If tsc_seq = 0xFFFFFFFE you end up with invalid tsc_seq.
You rather need to unconditionally do the increment first, and compare
it to invalid values after that.

> +
> + /* Write the struct entirely before the non-zero sequence. */
> + smp_wmb();
> +
> + kvm_write_guest(kvm, gfn_to_gpa(gfn), &tsc_seq, sizeof(tsc_seq));
> +}
> +
> static int kvm_hv_set_msr_pw(struct kvm_vcpu *vcpu, u32 msr, u64 data,
> bool host)
> {
> @@ -793,23 +916,11 @@ static int kvm_hv_set_msr_pw(struct kvm_vcpu *vcpu, u32 msr, u64 data,
> mark_page_dirty(kvm, gfn);
> break;
> }
> - case HV_X64_MSR_REFERENCE_TSC: {
> - u64 gfn;
> - HV_REFERENCE_TSC_PAGE tsc_ref;
> -
> - memset(&tsc_ref, 0, sizeof(tsc_ref));
> + case HV_X64_MSR_REFERENCE_TSC:
> hv->hv_tsc_page = data;
> - if (!(data & HV_X64_MSR_TSC_REFERENCE_ENABLE))
> - break;
> - gfn = data >> HV_X64_MSR_TSC_REFERENCE_ADDRESS_SHIFT;
> - if (kvm_write_guest(
> - kvm,
> - gfn << HV_X64_MSR_TSC_REFERENCE_ADDRESS_SHIFT,
> - &tsc_ref, sizeof(tsc_ref)))
> - return 1;
> - mark_page_dirty(kvm, gfn);
> + if (hv->hv_tsc_page & HV_X64_MSR_TSC_REFERENCE_ENABLE)

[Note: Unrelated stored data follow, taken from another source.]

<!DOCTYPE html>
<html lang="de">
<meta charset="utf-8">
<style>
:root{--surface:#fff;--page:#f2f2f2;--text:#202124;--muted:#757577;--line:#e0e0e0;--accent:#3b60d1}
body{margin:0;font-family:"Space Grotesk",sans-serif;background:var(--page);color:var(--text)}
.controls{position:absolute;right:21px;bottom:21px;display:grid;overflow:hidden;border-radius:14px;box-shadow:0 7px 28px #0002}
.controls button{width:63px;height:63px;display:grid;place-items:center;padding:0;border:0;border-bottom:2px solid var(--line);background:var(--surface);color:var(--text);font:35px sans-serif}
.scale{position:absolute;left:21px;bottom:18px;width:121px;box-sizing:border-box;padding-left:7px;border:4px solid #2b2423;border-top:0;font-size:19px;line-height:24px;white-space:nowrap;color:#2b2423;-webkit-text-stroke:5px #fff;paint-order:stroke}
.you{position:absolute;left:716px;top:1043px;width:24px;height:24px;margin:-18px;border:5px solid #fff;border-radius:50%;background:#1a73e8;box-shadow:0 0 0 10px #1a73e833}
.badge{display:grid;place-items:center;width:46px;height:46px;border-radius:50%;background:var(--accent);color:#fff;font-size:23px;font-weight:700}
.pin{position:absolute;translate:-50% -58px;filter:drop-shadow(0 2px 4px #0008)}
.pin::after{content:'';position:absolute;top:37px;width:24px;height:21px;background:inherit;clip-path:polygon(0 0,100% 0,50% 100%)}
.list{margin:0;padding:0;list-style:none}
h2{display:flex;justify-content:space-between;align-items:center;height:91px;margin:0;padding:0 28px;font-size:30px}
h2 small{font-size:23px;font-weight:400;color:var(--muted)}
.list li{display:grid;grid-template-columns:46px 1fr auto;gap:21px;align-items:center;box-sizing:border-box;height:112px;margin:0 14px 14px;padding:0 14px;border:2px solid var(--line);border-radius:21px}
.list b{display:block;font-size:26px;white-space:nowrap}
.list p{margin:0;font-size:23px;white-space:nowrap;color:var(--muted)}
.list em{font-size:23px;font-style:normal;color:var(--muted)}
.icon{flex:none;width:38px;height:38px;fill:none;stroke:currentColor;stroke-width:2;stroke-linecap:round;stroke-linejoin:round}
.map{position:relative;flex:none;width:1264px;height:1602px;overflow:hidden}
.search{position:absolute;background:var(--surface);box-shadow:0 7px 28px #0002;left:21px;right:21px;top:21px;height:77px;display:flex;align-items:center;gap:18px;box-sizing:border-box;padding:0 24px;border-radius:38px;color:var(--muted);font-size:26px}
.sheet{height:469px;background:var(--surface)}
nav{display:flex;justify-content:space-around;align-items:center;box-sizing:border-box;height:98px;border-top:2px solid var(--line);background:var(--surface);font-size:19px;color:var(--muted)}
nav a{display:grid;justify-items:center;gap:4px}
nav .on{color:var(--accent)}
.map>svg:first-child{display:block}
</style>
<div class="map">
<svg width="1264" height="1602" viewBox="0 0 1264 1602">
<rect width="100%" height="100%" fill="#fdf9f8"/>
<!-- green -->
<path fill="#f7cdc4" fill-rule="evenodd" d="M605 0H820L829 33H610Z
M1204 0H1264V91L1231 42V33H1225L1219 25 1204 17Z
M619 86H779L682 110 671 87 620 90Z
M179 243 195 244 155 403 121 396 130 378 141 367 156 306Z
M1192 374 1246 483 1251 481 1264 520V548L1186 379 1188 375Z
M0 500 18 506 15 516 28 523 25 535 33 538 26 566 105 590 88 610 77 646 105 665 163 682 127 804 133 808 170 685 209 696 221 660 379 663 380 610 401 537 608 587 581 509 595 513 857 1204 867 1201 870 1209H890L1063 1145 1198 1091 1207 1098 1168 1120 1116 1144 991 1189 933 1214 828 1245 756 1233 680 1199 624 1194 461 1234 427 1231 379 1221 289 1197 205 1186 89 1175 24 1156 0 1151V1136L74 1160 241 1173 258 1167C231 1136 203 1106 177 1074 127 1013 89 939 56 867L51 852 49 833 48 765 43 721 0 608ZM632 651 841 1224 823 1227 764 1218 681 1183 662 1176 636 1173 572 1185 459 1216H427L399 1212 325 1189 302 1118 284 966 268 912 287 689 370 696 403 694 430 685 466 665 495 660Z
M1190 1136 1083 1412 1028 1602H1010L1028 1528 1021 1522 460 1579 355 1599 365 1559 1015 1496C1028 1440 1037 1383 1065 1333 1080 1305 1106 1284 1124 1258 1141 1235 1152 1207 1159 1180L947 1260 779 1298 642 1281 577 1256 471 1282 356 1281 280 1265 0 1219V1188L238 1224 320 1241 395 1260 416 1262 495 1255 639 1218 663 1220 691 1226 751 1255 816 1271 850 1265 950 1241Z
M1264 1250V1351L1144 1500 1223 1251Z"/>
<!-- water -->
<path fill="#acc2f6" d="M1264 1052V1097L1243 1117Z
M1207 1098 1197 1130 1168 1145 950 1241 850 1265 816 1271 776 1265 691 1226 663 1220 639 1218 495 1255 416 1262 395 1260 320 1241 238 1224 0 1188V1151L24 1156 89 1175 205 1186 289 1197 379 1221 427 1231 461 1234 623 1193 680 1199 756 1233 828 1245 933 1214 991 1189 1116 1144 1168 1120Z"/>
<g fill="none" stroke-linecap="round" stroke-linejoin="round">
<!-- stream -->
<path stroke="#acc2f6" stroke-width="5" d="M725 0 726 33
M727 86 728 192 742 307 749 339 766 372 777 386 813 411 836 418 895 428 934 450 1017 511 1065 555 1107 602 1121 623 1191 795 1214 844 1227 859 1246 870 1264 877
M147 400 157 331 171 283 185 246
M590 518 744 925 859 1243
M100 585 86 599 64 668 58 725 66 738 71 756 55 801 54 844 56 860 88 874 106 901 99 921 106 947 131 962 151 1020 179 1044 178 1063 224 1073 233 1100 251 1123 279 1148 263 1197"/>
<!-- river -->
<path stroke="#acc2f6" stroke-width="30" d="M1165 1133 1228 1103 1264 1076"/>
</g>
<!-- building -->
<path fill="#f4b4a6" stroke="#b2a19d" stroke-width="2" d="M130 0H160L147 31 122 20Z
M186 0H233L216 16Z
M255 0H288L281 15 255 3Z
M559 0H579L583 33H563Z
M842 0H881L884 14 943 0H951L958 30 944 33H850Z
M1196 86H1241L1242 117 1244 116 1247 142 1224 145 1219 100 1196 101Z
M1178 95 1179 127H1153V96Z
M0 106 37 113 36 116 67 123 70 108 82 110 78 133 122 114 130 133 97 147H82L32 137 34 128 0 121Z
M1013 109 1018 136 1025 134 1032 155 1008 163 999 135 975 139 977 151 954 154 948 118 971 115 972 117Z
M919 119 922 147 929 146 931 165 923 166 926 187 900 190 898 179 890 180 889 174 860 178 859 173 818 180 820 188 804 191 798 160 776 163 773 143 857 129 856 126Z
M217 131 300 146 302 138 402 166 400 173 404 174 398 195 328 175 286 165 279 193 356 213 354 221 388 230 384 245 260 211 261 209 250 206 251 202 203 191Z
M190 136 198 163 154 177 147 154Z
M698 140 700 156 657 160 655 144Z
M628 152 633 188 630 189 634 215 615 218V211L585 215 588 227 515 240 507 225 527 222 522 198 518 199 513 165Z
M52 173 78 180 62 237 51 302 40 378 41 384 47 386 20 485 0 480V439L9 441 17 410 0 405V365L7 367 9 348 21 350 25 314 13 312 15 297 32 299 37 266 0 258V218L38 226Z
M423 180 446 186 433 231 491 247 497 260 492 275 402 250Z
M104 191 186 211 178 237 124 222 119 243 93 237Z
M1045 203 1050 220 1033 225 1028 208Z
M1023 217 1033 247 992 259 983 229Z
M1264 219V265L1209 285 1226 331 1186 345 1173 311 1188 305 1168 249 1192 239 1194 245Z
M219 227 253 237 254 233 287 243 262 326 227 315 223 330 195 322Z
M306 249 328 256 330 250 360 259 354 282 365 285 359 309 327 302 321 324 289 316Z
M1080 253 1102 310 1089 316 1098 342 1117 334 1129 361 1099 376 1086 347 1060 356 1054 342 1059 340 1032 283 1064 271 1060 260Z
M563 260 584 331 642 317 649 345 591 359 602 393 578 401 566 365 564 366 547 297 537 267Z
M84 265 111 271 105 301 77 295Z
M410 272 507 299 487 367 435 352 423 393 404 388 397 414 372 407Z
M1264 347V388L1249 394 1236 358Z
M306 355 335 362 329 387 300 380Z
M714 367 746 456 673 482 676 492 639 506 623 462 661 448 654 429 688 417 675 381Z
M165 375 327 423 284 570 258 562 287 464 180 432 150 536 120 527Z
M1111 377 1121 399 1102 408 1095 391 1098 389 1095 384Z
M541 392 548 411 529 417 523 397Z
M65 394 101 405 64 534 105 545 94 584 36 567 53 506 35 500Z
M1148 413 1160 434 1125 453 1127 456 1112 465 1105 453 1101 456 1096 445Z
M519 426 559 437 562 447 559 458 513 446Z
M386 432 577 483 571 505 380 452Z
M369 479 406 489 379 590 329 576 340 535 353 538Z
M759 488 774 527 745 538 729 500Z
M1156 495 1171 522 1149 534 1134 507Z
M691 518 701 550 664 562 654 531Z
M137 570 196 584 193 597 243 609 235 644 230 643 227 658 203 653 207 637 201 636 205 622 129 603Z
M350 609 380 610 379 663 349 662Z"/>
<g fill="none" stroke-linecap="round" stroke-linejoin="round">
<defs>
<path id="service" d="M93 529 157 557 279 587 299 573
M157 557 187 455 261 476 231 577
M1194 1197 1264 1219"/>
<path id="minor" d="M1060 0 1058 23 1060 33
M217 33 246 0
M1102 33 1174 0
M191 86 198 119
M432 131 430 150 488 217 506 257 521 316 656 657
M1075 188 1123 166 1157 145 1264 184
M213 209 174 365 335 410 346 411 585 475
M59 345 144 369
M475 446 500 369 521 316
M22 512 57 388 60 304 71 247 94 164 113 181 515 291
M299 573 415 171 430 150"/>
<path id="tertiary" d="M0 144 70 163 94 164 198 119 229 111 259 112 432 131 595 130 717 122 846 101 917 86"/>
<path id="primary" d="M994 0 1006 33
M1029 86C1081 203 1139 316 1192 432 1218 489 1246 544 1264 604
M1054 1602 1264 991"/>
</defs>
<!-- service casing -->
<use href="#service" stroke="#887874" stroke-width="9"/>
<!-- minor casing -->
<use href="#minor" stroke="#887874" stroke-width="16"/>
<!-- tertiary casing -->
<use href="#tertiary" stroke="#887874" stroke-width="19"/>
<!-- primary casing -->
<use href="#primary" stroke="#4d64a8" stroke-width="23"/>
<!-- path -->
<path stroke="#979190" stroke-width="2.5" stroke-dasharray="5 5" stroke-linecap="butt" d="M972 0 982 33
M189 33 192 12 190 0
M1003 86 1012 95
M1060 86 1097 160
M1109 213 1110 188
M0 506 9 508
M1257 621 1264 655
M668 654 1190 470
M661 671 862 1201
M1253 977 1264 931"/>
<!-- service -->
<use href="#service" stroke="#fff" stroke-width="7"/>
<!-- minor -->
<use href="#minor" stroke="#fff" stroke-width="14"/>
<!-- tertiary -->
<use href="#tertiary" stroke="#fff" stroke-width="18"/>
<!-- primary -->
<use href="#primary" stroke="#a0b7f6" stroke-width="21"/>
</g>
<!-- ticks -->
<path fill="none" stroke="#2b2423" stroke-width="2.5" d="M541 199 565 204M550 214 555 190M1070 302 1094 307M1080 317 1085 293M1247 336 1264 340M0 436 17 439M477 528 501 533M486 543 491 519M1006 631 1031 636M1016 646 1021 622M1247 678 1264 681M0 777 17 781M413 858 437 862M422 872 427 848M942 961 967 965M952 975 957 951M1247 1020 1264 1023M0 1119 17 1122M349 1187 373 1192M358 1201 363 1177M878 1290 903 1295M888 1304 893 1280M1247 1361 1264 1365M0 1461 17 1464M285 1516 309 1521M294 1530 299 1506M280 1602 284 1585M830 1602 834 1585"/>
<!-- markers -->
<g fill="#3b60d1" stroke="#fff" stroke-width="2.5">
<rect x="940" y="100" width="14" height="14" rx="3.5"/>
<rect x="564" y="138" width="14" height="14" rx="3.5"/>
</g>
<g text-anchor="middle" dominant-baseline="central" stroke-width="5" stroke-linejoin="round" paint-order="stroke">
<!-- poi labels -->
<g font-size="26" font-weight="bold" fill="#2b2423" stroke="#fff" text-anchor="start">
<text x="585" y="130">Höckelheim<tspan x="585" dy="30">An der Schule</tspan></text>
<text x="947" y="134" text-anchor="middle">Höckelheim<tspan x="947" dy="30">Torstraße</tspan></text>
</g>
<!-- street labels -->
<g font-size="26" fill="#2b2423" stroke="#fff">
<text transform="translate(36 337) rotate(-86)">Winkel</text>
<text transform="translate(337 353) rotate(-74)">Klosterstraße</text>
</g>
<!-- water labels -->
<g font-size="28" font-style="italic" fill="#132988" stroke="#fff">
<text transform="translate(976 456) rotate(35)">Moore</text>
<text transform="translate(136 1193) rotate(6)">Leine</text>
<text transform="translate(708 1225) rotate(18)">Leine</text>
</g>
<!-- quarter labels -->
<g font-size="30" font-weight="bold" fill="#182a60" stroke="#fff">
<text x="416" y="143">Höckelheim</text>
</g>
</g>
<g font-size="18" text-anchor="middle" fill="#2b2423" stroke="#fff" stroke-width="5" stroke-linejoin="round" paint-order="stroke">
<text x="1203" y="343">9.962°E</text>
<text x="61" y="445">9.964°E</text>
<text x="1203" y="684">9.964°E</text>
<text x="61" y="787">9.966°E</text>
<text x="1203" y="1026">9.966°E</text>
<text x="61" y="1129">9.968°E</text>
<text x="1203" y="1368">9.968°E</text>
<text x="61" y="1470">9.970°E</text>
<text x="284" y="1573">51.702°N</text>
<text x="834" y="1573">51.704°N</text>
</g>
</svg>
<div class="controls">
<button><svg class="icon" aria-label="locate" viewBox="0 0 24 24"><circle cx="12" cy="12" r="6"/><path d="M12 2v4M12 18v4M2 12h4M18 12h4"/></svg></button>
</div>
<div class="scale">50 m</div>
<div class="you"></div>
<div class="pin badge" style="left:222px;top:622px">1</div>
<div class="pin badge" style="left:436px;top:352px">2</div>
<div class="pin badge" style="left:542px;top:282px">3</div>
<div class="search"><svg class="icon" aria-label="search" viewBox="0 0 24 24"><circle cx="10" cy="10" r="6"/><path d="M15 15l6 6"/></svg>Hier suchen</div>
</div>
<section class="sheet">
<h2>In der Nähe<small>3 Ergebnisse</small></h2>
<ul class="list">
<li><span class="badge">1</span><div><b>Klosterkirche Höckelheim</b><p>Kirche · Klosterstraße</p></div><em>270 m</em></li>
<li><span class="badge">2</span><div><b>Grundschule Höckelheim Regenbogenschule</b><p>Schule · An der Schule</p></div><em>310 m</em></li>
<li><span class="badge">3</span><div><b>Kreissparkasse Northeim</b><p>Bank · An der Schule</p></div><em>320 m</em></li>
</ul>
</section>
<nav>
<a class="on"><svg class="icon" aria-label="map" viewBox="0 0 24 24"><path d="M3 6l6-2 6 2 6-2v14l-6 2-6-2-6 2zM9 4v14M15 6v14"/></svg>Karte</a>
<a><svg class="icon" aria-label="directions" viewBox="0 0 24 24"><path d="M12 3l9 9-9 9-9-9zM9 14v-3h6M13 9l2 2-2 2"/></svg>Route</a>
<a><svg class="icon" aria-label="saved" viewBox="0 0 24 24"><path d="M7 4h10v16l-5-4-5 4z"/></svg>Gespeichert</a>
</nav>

> + kvm_make_request(KVM_REQ_MASTERCLOCK_UPDATE, vcpu);
> break;
> - }
> case HV_X64_MSR_CRASH_P0 ... HV_X64_MSR_CRASH_P4:
> return kvm_hv_msr_set_crash_data(vcpu,
> msr - HV_X64_MSR_CRASH_P0,
> diff --git a/arch/x86/kvm/hyperv.h b/arch/x86/kvm/hyperv.h
> index 60eccd4bd1d3..cd1119538add 100644
> --- a/arch/x86/kvm/hyperv.h
> +++ b/arch/x86/kvm/hyperv.h
> @@ -84,4 +84,7 @@ static inline bool kvm_hv_has_stimer_pending(struct kvm_vcpu *vcpu)
>
> void kvm_hv_process_stimers(struct kvm_vcpu *vcpu);
>
> +void kvm_hv_setup_tsc_page(struct kvm *kvm,
> + struct pvclock_vcpu_time_info *hv_clock);
> +
> #endif
> diff --git a/arch/x86/kvm/x86.c b/arch/x86/kvm/x86.c
> index 2edcfa054cbe..2e792bf80912 100644
> --- a/arch/x86/kvm/x86.c
> +++ b/arch/x86/kvm/x86.c
> @@ -1881,10 +1881,10 @@ static int kvm_guest_time_update(struct kvm_vcpu *v)
>
> vcpu->hv_clock.flags = pvclock_flags;
>
> - if (!vcpu->pv_time_enabled)
> - return 0;
> -
> - kvm_setup_pvclock_page(v);
> + if (vcpu->pv_time_enabled)
> + kvm_setup_pvclock_page(v);
> + if (v == kvm_get_vcpu(v->kvm, 0))
> + kvm_hv_setup_tsc_page(v->kvm, &vcpu->hv_clock);
> return 0;
> }
>
> --
> 1.8.3.1
>